Penser globalement, agir localement. Ce principe est manifestement appliqué par le Département de l’Isère pour sauver la biodiversité (lire notre article précédent sur la liste rouge de la faune), même si la tâche s’avère plus que difficile face à une question planétaire sur laquelle l’Europe a récemment tiré le signal d’alarme. Mais l’Isère fait preuve dans ce domaine d’une volonté politique farouche: »L’Isère a une responsabilité particulière », souligne André Vallini, président du Conseil général de l’Isère, dans l’éditorial de la brochure récemment publiée sur la faune sauvage, « car notre département a la chance, du fait de sa situation géographique, d’abriter une biodiversité exceptionnelle avec la présence de plus de la moitié des animaux vertébrés présents en France ».

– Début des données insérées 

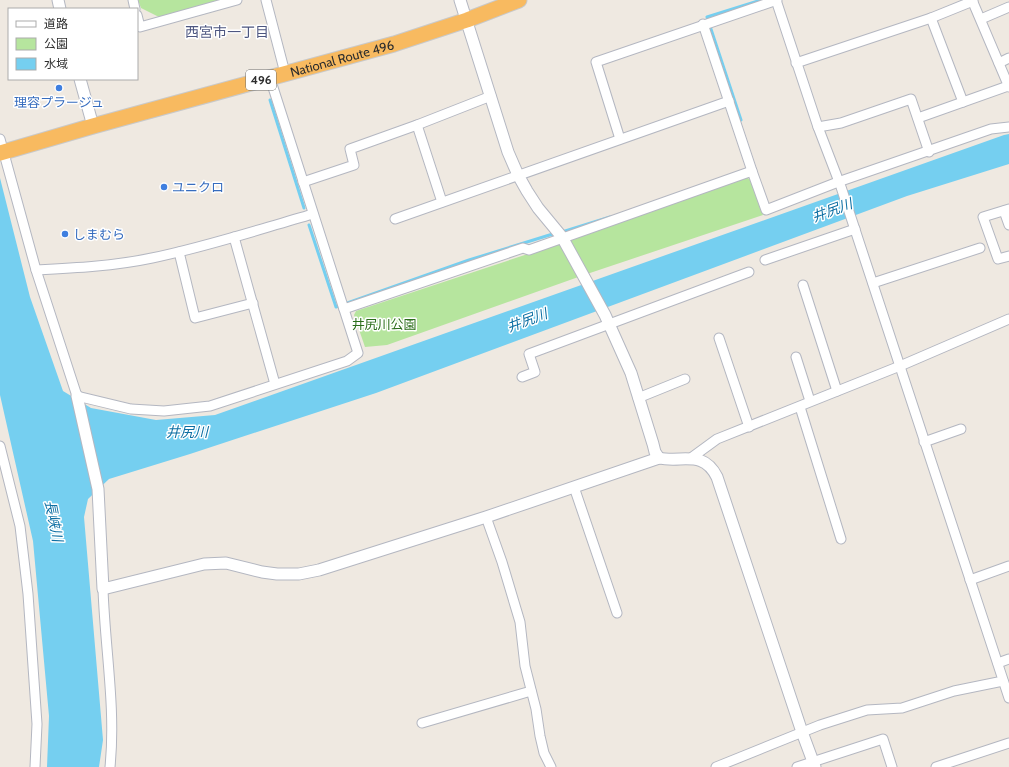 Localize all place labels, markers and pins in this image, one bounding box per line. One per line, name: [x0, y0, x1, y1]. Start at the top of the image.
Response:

Effectivement, de la vallée du Rhône (132m d’altitude) aux plus hauts sommets de l’Oisans (4088m), l’Isère possède un très grand nombre de milieux naturels qui abritent de nombreuses espèces animales et végétales. 602 zones naturelles d’intérêt écologique et faunistique (ZNIEFF) sont recensées et les botanistes distinguent aujourd’hui plus de 900 types d’habitats naturels différents. Avec 330 espèces de vertébrés recensées, l’Isère figure parmi les premiers départements en ce qui concerne la faune sauvage.
Cette richesse est donc menacée et c’est à sa sauvegarde que s’emploient tous les acteurs de l’environnement de l’Isère, collectivités locales et territoriales, associations, parcs naturels régionaux, etc. En pensant globalement et en agissant localement. A travers des programmes d’actions d’importance mais aussi, parfois à travers des actions ponctuelles, concrètes, nées de l’observation. De nombreuses associations naturalistes y contribuent. Jean-François Noblet, naturaliste de toujours et conseiller technique Environnement du Conseil général, apporte régulièrement sa pierre, notamment en ce qui concerne la faune sauvage. Son travail a notamment débouché sur la mise en place, par le Département, de corridors biologiques. Il s’attaque aussi aux pièges mortels divers et variés qui se trouvent sur le chemin des vertébrés terrestres, notamment:
– les poteaux creux: poteaux de téléphones, de paravalanches, etc. dont le sommet n’est pas obturé et se transforme en piège pour les oiseaux.Plusieurs entreprises iséroises, alertées sur ce point par J.F. Noblet, sont intervenues.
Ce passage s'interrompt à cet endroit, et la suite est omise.